Le tout premier court-métrage de David Cronenberg, Transfer (1966), portait déjà sur un psychiatre et son patient. En découvrant la pièce de théâtre The Talking Cure de Christopher Hampton (basé sur un scénario inabouti pour… Julia Roberts !), tiré du livre A Most Dangerous Method de John Kerr, Cronenberg décide d’adapter ce ménage à trois intellectuel.
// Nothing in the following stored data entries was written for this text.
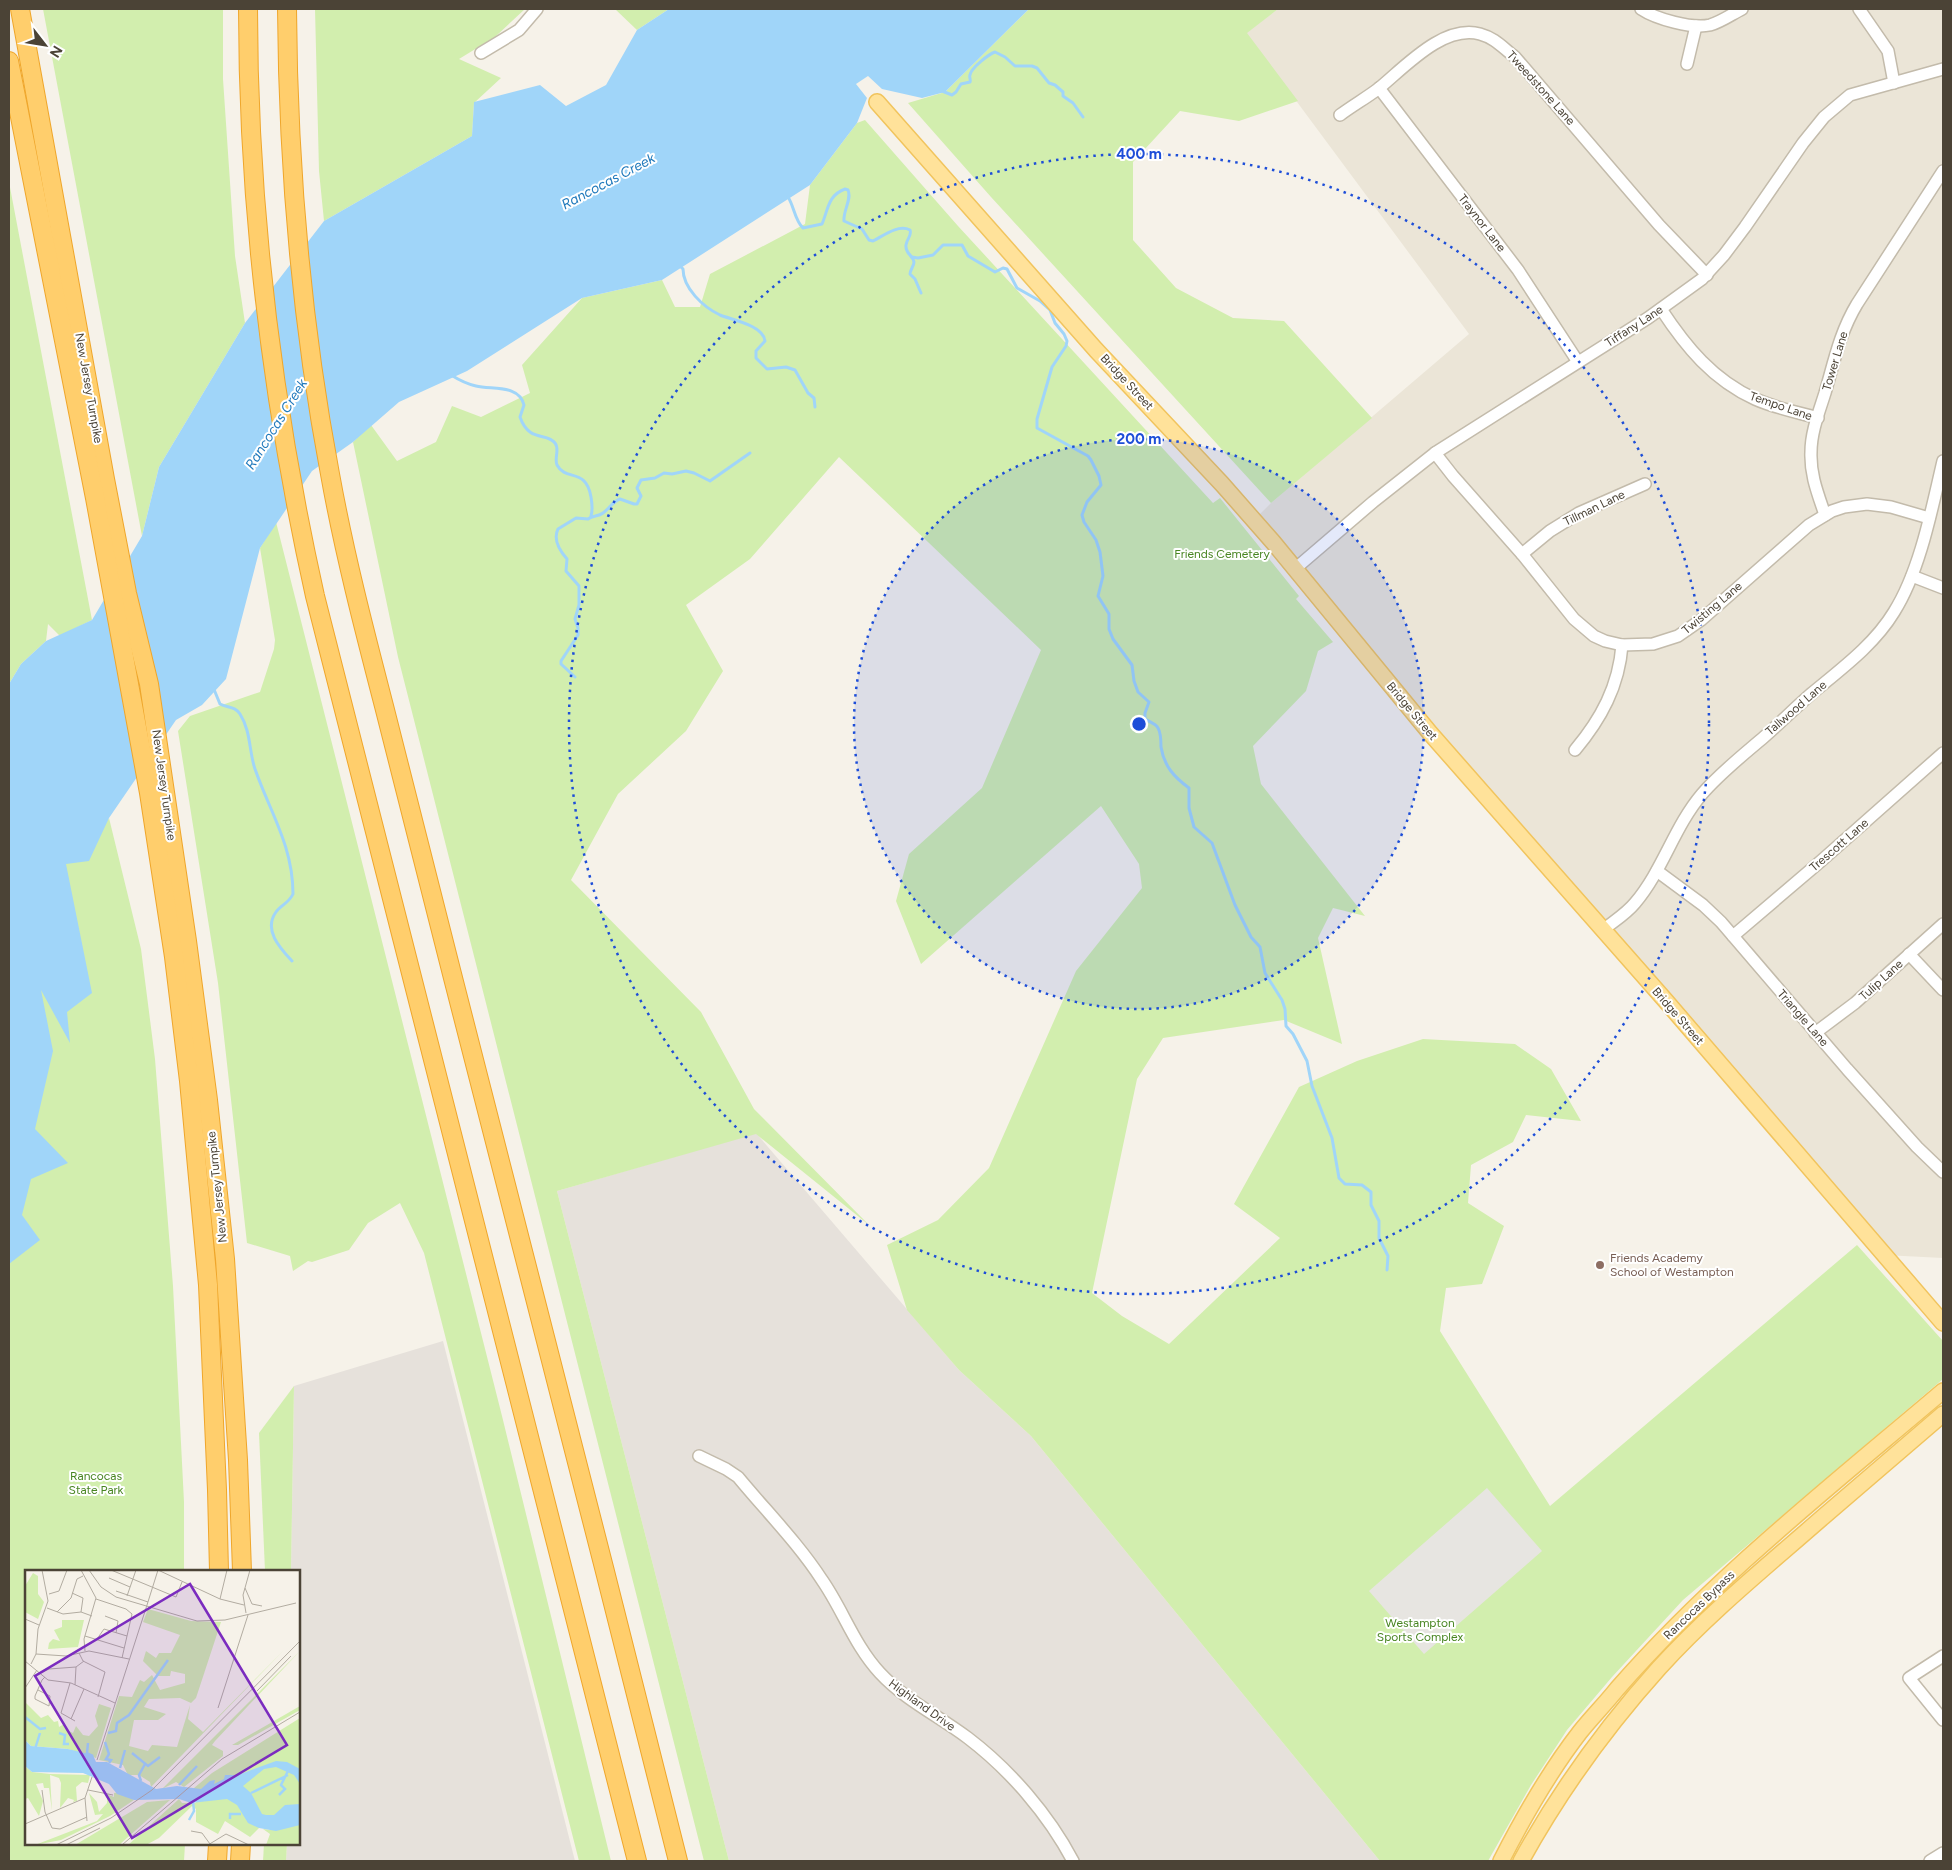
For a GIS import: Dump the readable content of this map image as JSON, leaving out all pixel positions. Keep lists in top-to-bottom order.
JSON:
{
  "streets": {
    "highway": ["New Jersey Turnpike"],
    "main road": ["Bridge Street", "Rancocas Bypass"],
    "street": [
      "Tweedstone Lane",
      "Traynor Lane",
      "Tiffany Lane",
      "Tower Lane",
      "Tempo Lane",
      "Tillman Lane",
      "Twisting Lane",
      "Tallwood Lane",
      "Trescott Lane",
      "Tulip Lane",
      "Triangle Lane",
      "Highland Drive"
    ]
  },
  "crossings": [
    ["Tweedstone Lane", "Traynor Lane"],
    ["Tweedstone Lane", "Tiffany Lane"],
    ["Traynor Lane", "Tiffany Lane"],
    ["Tiffany Lane", "Bridge Street"],
    ["Tiffany Lane", "Tempo Lane"],
    ["Tiffany Lane", "Twisting Lane"],
    ["Tower Lane", "Tempo Lane"],
    ["Tower Lane", "Twisting Lane"],
    ["Bridge Street", "Tallwood Lane"],
    ["Tillman Lane", "Twisting Lane"],
    ["Twisting Lane", "Tallwood Lane"],
    ["Tallwood Lane", "Triangle Lane"],
    ["Trescott Lane", "Triangle Lane"],
    ["Tulip Lane", "Triangle Lane"]
  ],
  "water": ["Rancocas Creek"],
  "parks": ["Friends Cemetery", "Rancocas State Park", "Westampton Sports Complex"],
  "places": ["Friends Academy School of Westampton"],
  "north": "bottom right",
  "rings": ["400 m", "200 m"]
}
Il ne s’agit pas en effet d’un biopic des deux éminents psychanalystes ou d’une histoire de la psychanalyse, mais d’un épisode précis de leurs vies entremêlées : la thérapie de Sabina Spielrein par Carl Jung, qui deviendra passion amoureuse, tandis que la relation de Jung avec Freud, au début admirative et proche, finira par se dégrader. Freud en Jung son dauphin, mais ce dernier divergera de certaines théories freudiennes et s’affranchira d’une orthodoxie trop rigide. A Dangerous Method est un film d’époque, tourné à Zurich, Vienne et en Allemagne, avec des costumes réalisés par la sœur de Cronenberg, et une musique d’inspiration wagnérienne signée par Howard Shore, son compositeur attitré depuis Chromosome 3. Les acteurs incarnent intensément leurs personnages, à commencer par Keira Knightley et ses crises d’hystérie, ou Vincent Cassel, psychanalyste et patient polygame qui sera l’élément perturbateur faisant entrer Jung en crise éthique vis-à-vis de sa patiente. Dans le rôle de Freud, Viggo Mortensen retrouve Cronenberg pour la troisième fois (après A History of Violence et Les Promesses de l’ombre), et donne toute la tension requise dans ses rapports avec Fassbender (excellent Jung tourmenté). Certains critiques aussi orthodoxes que Freud critiquèrent certains écarts mineurs avec la vérité historique, ne voyant pas que l’intérêt artistique de Cronenberg se situe dans l’histoire d’amour contrariée entre ces trois personnes, érotique, filiale ou intellectuelle.